### Assigned task:
Copies of all lines that contain "West" are needed; take them from the data below.

[Stored data]
--------------------------------

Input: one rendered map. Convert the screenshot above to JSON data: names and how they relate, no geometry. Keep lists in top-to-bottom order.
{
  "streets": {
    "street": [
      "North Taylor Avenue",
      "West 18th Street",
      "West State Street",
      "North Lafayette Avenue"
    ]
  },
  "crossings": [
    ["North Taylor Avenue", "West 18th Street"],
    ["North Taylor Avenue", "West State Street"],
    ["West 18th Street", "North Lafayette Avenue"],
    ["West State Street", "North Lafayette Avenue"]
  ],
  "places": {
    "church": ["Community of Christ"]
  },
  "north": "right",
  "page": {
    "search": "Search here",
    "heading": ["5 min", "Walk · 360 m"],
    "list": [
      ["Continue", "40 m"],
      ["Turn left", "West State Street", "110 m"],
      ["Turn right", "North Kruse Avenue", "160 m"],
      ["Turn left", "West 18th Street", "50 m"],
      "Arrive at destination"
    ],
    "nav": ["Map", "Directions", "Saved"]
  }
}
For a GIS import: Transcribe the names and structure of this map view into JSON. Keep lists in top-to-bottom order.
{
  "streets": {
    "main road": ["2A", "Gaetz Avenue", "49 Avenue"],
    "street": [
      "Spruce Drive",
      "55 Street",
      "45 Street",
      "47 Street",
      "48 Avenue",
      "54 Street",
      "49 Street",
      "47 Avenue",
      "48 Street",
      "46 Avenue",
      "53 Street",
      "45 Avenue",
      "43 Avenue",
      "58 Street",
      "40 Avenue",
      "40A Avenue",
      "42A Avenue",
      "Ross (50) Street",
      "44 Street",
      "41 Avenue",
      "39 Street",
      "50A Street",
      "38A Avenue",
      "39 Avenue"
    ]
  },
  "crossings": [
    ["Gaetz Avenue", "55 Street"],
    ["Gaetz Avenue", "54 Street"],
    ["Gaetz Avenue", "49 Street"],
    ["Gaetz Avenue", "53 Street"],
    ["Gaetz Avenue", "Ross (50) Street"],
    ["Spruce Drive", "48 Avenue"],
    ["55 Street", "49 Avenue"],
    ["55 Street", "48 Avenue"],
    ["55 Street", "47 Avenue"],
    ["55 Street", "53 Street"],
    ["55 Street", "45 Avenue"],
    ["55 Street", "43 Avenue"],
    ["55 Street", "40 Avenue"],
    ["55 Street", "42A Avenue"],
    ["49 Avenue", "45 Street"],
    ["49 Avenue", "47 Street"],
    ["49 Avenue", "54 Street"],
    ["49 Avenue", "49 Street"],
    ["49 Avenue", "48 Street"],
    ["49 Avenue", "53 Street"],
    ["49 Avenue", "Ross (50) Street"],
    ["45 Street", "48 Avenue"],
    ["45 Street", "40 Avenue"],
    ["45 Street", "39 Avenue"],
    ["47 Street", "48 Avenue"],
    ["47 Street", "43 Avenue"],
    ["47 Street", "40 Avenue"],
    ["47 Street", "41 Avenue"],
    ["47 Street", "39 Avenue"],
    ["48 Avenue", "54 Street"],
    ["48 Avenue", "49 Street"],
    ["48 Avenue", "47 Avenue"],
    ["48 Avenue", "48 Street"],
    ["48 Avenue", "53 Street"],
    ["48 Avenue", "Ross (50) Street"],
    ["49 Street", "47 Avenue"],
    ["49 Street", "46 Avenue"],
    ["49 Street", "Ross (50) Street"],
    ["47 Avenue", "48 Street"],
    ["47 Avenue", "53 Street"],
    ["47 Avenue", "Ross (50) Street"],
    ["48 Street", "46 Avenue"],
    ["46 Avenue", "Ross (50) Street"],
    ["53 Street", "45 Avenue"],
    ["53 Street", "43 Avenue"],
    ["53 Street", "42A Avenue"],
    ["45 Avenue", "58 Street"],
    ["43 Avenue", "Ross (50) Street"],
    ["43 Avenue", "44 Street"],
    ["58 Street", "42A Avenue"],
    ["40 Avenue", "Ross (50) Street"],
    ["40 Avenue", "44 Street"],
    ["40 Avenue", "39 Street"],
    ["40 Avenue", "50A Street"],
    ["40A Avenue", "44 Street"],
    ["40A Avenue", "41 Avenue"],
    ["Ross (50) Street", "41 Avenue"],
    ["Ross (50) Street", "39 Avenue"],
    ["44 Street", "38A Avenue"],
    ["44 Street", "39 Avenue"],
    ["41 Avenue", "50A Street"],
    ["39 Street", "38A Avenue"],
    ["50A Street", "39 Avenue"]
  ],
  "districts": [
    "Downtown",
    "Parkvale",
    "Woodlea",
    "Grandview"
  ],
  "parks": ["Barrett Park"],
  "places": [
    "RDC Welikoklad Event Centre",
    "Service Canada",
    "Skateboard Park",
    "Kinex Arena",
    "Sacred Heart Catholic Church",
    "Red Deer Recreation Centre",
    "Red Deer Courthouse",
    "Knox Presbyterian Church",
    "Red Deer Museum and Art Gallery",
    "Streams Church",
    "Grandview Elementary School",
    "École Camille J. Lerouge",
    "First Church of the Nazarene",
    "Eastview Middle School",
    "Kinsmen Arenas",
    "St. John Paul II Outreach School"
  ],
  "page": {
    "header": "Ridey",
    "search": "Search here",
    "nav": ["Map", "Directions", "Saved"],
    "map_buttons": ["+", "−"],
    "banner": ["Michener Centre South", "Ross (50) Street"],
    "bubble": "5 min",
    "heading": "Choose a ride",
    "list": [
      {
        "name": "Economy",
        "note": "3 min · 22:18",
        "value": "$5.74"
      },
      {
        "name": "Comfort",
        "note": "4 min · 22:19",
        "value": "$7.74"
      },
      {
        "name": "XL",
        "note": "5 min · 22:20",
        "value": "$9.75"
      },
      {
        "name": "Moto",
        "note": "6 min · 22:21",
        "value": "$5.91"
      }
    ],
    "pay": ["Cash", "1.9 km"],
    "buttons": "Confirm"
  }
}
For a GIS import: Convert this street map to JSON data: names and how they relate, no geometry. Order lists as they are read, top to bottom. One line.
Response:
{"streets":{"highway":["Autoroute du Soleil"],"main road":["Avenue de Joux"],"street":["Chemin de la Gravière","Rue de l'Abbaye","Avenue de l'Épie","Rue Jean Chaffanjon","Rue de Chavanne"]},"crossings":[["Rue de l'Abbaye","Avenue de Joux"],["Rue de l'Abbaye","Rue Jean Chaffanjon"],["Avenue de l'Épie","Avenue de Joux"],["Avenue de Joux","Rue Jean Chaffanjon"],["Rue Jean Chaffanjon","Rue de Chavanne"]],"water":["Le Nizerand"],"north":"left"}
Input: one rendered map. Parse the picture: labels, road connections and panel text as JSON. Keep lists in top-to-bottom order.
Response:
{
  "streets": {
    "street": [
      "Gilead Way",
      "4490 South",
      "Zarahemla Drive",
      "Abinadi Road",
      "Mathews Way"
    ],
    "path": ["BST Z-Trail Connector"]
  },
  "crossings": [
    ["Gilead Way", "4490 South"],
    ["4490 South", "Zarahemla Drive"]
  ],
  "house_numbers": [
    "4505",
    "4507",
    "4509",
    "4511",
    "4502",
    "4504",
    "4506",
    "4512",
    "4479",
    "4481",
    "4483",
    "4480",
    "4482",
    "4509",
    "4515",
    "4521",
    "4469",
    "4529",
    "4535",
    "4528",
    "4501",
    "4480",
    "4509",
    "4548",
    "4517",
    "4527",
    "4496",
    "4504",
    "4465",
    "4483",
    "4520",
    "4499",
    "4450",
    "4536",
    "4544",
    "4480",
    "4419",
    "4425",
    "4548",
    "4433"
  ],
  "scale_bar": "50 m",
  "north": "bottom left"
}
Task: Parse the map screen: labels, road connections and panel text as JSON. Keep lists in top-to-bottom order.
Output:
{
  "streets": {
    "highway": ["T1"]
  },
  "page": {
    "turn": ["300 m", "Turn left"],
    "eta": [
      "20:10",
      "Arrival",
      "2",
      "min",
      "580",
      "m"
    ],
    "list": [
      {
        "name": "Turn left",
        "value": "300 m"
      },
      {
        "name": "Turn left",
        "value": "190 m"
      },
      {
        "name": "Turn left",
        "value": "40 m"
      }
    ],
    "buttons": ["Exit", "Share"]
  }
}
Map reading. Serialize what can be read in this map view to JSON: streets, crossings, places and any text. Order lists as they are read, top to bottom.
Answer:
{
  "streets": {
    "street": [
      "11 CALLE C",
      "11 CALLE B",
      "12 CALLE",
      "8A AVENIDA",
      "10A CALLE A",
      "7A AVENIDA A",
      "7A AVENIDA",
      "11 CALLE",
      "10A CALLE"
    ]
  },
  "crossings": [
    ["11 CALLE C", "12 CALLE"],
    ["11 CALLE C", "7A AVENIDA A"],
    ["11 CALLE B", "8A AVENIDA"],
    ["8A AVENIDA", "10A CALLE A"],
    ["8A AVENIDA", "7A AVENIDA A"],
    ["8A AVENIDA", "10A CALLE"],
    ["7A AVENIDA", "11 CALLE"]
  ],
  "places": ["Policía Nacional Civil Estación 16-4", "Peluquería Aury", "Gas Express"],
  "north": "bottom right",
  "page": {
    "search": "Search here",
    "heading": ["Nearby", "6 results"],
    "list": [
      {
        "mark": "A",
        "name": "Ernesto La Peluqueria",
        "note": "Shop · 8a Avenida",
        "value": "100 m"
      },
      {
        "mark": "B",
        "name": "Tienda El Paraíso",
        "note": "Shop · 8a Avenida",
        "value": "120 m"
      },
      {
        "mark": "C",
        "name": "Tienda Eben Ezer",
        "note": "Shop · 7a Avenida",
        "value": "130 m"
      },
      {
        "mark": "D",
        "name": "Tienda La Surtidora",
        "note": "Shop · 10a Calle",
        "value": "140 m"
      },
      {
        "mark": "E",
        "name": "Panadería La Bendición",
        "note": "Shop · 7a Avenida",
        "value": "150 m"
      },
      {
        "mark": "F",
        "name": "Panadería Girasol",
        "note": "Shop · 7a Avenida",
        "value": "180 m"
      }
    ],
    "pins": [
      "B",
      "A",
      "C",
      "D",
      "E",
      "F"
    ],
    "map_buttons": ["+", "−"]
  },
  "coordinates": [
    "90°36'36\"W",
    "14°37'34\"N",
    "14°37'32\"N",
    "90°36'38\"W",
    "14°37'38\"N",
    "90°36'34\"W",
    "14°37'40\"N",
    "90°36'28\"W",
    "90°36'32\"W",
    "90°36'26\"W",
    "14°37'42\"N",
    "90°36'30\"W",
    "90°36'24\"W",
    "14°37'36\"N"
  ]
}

--------------------------------

### Result below:
      "West 18th Street",
      "West State Street",
    ["North Taylor Avenue", "West 18th Street"],
    ["North Taylor Avenue", "West State Street"],
    ["West 18th Street", "North Lafayette Avenue"],
    ["West State Street", "North Lafayette Avenue"]
      ["Turn left", "West State Street", "110 m"],
      ["Turn left", "West 18th Street", "50 m"],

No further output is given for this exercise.